Search lessons:  When you're looking up a topic that might "more naturally" fit in another language (such as Leonardo da Vinci, or the life of Gian Lorenzo Bernini), consider ALSO checking out the other languages of Wikipedia for additional perspectives and insights.  Often, you'll find a huge variation in the way in which the topics are discussed, and how they're presented.  (For a really interesting transcultural experience, compare the Wikipedia articles on "conspiracy theory" in multiple languages.  You'll see that not everyone thinks of conspiracies the way the US does!)  

Also, if you're interested in a deeper understanding of this kind of cross-language comparison analysis, I highly recommend this paper from my friends at Northwestern University.  They built a system, Omnipedia, that analyzes the differences in Wikipedia articles across languages.  It is a brilliant idea, and well worth the read.  


  1. Thanks Dr. Russell for the link and for taking extra time to give us more tools and knowledge.

    Sometime ago, I thought Wikipedia in other languages was just copy/paste from the original. When searched for the way to translate one page to another language learned that they are different as you said and therefore, much more interesting. Now, with your link we can learn more and faster.

    I also noticed that some pages in languages have special mark to show they are well written and with more value to readers. So, we can look for those pages and translate them to our languages.

    Talking about languages, was great to see how some peers searched using their languages. In my case, most of the time only search in English. A question for my peers which primary language is not English, do you search also in English or in your language and then translate to English?

  2. Hi Dan, I hadn't heard of Manypedia it looks great (and like a great tool for cross-language Wikipedia editing!). If readers are interested in this stuff they might also like some of the Oxford Internet Institute (OII) Zero Geographies work on mapping controversial topics on Wikipedia (i.e. what language version of an article receives most edit wars)

  3. 2022 notes on this:
    * The link for "Manypedia" is broken as of 7-20-2022 (it returns a white screen), plus manually going there by entering the URL into my browser gives me the same result. As well, a Google search for it did not return that encyclopedia, plus its most recent Facebook post was from 2013. So, unfortunately, it looks like it's broken.
    * You made some very good points about the value of relying on Wikipedia for background information when doing search (both in this post and in "The Joy of Search"). And, based on that, I investigated further and found different studies had confirmed its value for that.

    However, last week, I learned that there had been a significant hoax concerning Wikipedia that came to light last month.
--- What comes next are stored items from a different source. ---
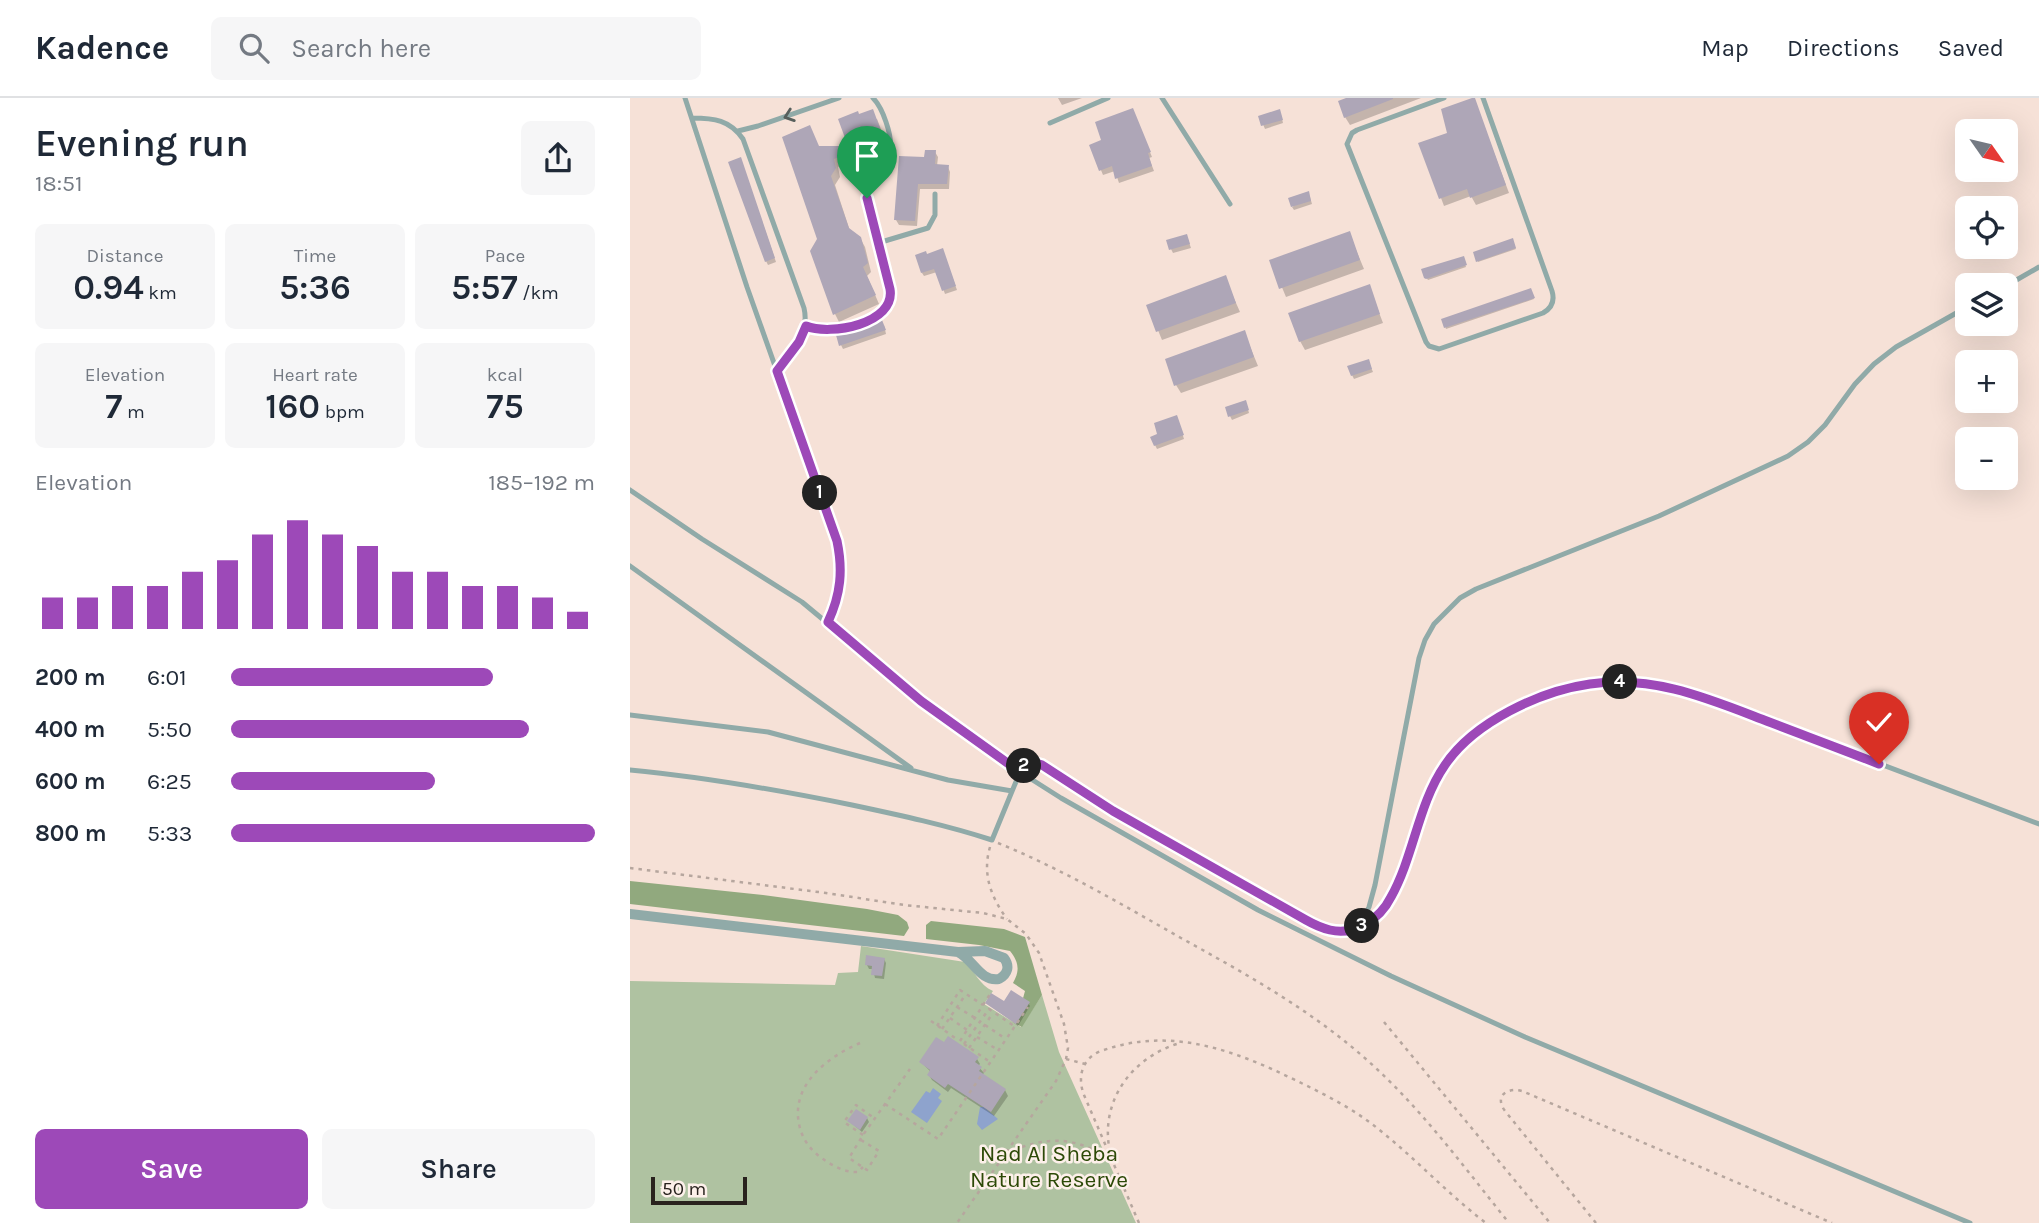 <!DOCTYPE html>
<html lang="en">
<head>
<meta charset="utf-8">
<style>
  :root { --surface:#fff; --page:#f6f6f7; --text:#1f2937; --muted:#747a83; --line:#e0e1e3; --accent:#9d49b8 }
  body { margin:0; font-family:Karla,sans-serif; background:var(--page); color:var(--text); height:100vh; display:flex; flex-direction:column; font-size:26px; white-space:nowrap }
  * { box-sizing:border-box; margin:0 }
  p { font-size:23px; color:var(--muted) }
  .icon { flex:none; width:38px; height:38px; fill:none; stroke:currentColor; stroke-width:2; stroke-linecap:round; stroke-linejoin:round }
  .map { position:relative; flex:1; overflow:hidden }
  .drawer { display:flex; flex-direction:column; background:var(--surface); width:630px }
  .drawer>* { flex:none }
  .needle { width:46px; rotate:124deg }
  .controls { position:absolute; left:1325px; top:21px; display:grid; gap:14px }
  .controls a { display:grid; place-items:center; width:63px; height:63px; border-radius:10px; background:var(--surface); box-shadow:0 7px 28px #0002; font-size:35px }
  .scale { position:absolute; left:21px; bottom:18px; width:96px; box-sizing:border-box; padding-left:7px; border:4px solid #29221e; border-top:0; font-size:19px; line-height:24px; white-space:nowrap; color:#29221e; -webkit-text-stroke:5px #fdf0ea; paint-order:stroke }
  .pin { position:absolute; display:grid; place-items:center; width:60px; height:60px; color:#fff; margin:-72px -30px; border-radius:50% 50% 50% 0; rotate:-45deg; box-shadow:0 0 7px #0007 }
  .pin .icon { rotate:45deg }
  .km { position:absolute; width:35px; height:35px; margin:-18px; border-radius:50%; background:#222; color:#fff; font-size:19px; line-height:35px; text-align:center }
  .round { display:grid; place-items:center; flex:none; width:74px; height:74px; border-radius:10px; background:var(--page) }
  .overview { display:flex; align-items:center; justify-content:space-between; height:119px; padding:0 35px }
  h1 { font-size:38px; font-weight:600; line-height:52px }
  .metrics { display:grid; grid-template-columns:repeat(3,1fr); gap:10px; height:119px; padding:7px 35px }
  .metrics div { display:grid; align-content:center; border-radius:10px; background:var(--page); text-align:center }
  .metrics b { font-size:35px; font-weight:600 }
  .metrics small { font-size:19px; font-weight:400 }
  .metrics p { font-size:19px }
  .chart { height:196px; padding:14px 35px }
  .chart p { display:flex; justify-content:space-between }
  .chart svg { width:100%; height:126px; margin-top:7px; stroke:var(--accent); stroke-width:6 }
  .primary-button { display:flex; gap:14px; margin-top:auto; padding:14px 35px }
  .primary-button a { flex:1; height:80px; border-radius:10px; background:var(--accent); color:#fff; font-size:28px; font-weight:600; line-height:80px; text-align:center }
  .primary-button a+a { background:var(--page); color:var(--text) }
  ul { padding:0 35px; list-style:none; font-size:23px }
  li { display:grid; grid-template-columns:112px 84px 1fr; align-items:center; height:52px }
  li i { height:18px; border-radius:9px; background:var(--accent) }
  header { display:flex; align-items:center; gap:42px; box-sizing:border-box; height:98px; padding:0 35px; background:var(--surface); border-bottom:2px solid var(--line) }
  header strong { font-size:33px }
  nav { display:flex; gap:38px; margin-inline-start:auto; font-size:24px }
  .search { width:490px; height:63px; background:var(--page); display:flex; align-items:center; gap:18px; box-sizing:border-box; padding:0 24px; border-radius:10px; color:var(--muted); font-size:26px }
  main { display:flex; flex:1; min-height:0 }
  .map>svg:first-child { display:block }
  .green { fill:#afc2a1 }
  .forest { fill:#91a97e }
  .water { fill:#8ea3cd }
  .shadow { fill:#0003 }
  .building { fill:#aea6b7 }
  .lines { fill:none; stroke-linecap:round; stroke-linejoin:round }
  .path { stroke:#b6a69e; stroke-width:2.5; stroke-dasharray:3.5 5; stroke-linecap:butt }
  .lane { stroke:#90aaa8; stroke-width:5 }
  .street { stroke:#90aaa8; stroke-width:10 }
  .oneway { stroke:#575f5c }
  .route-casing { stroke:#fff; stroke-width:14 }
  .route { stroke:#9d49b8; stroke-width:9 }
  .labels { text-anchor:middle; stroke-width:5; stroke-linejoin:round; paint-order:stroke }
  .park-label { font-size:23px; fill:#2c4907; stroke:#fdf0ea }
</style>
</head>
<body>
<header>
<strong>Kadence</strong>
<div class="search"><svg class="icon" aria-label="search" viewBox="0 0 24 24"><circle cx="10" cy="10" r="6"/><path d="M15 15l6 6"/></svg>Search here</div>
<nav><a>Map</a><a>Directions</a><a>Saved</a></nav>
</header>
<main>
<section class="drawer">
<div class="overview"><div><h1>Evening run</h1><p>18:51</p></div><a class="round"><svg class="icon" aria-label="share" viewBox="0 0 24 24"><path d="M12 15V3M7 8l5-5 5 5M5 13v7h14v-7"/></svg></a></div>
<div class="metrics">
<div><p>Distance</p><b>0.94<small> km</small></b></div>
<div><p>Time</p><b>5:36</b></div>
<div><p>Pace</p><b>5:57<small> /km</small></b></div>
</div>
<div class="metrics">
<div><p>Elevation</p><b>7<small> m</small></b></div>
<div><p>Heart rate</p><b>160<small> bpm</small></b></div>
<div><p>kcal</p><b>75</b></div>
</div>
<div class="chart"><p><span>Elevation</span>185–192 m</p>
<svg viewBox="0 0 160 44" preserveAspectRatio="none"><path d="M5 44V33M15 44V33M25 44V29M35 44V29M45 44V24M55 44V20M65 44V11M75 44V6M85 44V11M95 44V15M105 44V24M115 44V24M125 44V29M135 44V29M145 44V33M155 44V38"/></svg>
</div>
<ul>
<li><b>200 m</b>6:01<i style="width:72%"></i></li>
<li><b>400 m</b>5:50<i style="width:82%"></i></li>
<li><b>600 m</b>6:25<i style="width:56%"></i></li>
<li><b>800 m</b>5:33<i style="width:100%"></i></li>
</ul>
<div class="primary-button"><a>Save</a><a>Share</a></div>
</section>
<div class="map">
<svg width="1409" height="1125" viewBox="0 0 1409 1125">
  <rect width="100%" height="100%" fill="#f6e1d7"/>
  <path class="green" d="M231,848L335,864C345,873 349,887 363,893L354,906L391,929L412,897L429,954L506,1125H0V883L205,887L208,875L228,874Z"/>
  <path class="forest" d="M0,783L133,797L237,811L268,817L277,824L279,830L274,838L0,806Z
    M301,823L374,831L395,839L412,897L392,929L386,926L395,893L383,885C390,873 389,864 380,853L349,847L296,841V827Z"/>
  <path class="water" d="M303,990L311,996L308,1000L312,1003L297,1025L281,1014L296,993L300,995Z
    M350,1009H354L368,1021L352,1032L347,1026Z"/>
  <path class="shadow" d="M428,0H452L432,7Z
    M721,0H791L720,27L715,19Z
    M844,1L879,95L846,107L841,98L814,108L791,46L819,36Z
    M505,17L522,59L519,60L524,73L489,85L485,73L473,77L461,48L474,43Z
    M651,17L653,25L635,31L630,19Z
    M229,18L247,21L258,49L208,69L210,79L205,87L220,133L230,140L235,149L241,174L237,178L249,206L209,224L205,216L189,141V50H221Z
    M305,54L308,59L307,68L318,69L320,74L319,91H290L287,128L269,127L266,122Z
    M112,65L146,164L138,167L136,163Z
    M680,99L682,106L664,112L662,109Z
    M719,135L734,171L656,199L641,163Z
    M558,141L561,150L543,155L541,151Z
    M882,142L886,151L848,164L845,155Z
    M314,156L327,192L315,196L307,174L294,178L292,175L297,158Z
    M833,160L836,169L798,182L796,179Z
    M595,180L610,214L532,242L518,208Z
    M739,188L753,225L675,252L670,243Z
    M901,193L904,201L816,231L813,222Z
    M254,227L256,236L213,251L211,247Z
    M614,234L628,268L551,295L546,287Z
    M740,267L743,274L724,281L722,277Z
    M617,308L619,315L602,322L600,318Z
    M548,322L554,341L527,351L525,347Z
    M254,861L256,865L254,881L245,880L243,871H239L237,867Z
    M357,905H398L400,908L388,928Z
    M347,961L350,966L348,968L354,975L352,977L375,992L378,998L364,1018L321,990L318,994L302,982L299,977L301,974L291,964Z
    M237,1020L239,1024L232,1034L219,1023Z"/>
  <path class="building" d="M716,0H763V1L714,20L708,3Z
    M842,0H845L876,87L840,100L837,91L809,101L788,45L817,35L811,11Z
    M503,10L521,54L518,55L522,68L485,81L482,68L469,73L459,47L471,42L465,24Z
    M243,11L254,41L204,61L206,70L201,78L219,130L231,139L238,165L233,169L246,197L203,217L180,153L187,141L152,39L180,27L189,48H218L208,21L228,13L229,16Z
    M650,11L653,22L631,28L628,18Z
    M295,52H306L305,66L319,67L317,86H288L285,123L264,122L269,58L294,59Z
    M111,59L145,160L135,164L98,64Z
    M679,93L681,103L661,109L658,100Z
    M720,133L730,162L649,191L639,162Z
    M557,136L560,146L539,152L536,142Z
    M883,140L886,150L846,164L843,154Z
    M313,150L326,188L312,193L304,171L291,175L285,157L296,153L297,156Z
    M834,158L837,167L796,181L794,180L791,171Z
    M596,177L606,205L526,234L516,207Z
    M740,186L750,216L669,244L658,215Z
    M901,190L905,200L814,230L811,221Z
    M252,222L256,232L209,248L206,237L231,231Z
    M615,232L624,259L544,288L535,261Z
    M739,261L742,271L721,278L717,268Z
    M616,302L619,312L598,319L595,309Z
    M547,317L554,337L524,348L520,339L527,336L524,325Z
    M236,857L255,860L252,878L241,877L242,868L235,867Z
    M381,892L400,904L386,926L355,905L361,895L374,903Z
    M318,938L349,959L345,964L352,969L349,973L376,991L361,1014L318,986L315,990L297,977L300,972L289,964L306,939L314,944Z
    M226,1011L238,1019L230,1032L217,1023Z"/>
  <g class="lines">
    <path class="path" d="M368,745C432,771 491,806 551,840C616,876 681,912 737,962C791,1010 834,1069 879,1125
      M360,749C352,776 361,799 377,821
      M0,770L196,795L274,807L353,815L377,821L396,836L409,855L434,926L438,950L436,961L426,983L327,1125
      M327,909L345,920
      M320,920L337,932
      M301,923L328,942
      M754,924L920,1125
      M355,927L376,941
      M307,928L330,892L353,907
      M312,931L336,896
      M347,939L368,952
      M330,943L362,893
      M230,945C198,959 161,986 169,1026C172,1041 180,1052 193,1061C203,1068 216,1075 228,1074L233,1069
      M334,946L359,911L384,928
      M334,946L360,964
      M339,950L363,915
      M436,961L455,966
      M255,1006L308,1041L398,909
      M233,1037L214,1024L226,1007L244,1020
      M231,1042L249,1053L237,1072L219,1060L233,1037L280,971
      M480,1054C469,1003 502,959 550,945
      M376,1055C417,1038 443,1037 481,1062
      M509,1125L454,997C447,979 452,960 471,953C540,928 604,952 665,982C696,997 726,1012 752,1034C788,1063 819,1097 856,1125
      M966,1125L875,1013C864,998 877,989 892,993L1202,1125"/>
    <path class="lane" d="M55,0L117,189L207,443C213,472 211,496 199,524
      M532,0L600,106
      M814,0L727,32L722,35L717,46L796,244L799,248L809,251L913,215C922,210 925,203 922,193L853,0
      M62,20C84,20 100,22 113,41L174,210C180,236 162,254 147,273
      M420,25L478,0
      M108,33L128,28L209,0
      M248,145L298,130L305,117V96
      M1376,188L1409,169
      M176,228C200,238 265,226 260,191L237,100C238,64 273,73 256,24C253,15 250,7 243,0
      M0,392L72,441L172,504L291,603L390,674L431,700L628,812L761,878L895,939L1340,1125
      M0,468L281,670
      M0,617L138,634L318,682L382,693
      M0,672C75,679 148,692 222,707C269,717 316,727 362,742L392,669L405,664L483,713L676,822C713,840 738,834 762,799C776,760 793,698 816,666C853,615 938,580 1000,583C1025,584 1049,591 1073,599L1409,726
      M729,830L739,809L745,787L789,560L795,542L804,526L830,500L846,491L1029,418L1158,358L1178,344L1195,327L1225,286L1244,266L1266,249L1337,209"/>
    <path class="street" d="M0,816L328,854L355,853L374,860C380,868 378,876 369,881C350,884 344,862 328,854"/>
  </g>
  <defs><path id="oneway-chevron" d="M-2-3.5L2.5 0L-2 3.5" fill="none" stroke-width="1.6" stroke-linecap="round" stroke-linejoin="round" transform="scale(1.75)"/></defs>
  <use class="oneway" href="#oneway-chevron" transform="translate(159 18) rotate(161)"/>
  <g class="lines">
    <g class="route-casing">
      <path id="route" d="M237,100L260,191C266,226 200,238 176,228L169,244L147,273L207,443C213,472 211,496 198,524L291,603L390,674C395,665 402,663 412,667L483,713L676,822C683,826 692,830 700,832C725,838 750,821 761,799C784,758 788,706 815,667C844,624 910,593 960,586C1023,577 1077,600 1134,622C1173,637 1211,651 1249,666"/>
    </g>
    <use href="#route" class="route"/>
  </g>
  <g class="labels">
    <g class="park-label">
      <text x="419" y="1063">Nad Al Sheba<tspan x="419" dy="26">Nature Reserve</tspan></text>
    </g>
  </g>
</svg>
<div class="controls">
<a><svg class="needle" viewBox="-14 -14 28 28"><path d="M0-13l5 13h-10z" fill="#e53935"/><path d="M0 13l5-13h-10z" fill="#747a83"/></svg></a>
<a><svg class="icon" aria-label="locate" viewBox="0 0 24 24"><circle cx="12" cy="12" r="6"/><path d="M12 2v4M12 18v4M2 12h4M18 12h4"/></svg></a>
<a><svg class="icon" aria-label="layers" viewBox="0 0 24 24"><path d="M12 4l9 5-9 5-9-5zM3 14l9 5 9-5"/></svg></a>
<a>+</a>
<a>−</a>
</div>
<div class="scale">50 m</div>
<div class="pin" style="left:237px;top:100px;background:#1e9e55"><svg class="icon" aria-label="arrive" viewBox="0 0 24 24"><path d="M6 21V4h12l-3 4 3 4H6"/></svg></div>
<div class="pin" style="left:1249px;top:666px;background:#d93025"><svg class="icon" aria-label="check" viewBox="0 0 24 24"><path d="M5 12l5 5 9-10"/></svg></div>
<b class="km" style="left:190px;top:395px">1</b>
<b class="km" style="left:394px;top:668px">2</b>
<b class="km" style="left:732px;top:828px">3</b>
<b class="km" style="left:990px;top:584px">4</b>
</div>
</main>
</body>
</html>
In a nutshell, a Chinese housewife with just a high school education spent over a decade either creating false Chinese-language Wikipedia entries on Medieval Russian history, or adding numerous fake details to existing entries. On top of that, she apparently used several different accounts to pull this off, along with being highly detailed and using lots of citations (albeit from either sources that either did not exist or that did not back up her claims).

    It was finally discovered in June, and the 206 entries she created or edited were deleted.

    Having written that, and acknowledging that research indicates that Wikipedia is highly accurate, it makes me wonder how many other completely or partially false entries like that there are on that site. So, in light of that, how would you advise that people use Wikipedia, when trying to look up information?

    * (only in Chinese) (apology letter from the vandal)

    1. Alas, Manypedia seems to have gone to that great online services in the Sky. Too bad--it was really great. (And, worth noting, it was an academic research project. Once the graduate student who did it moved elsewhere, it was only a matter of time before it perished.)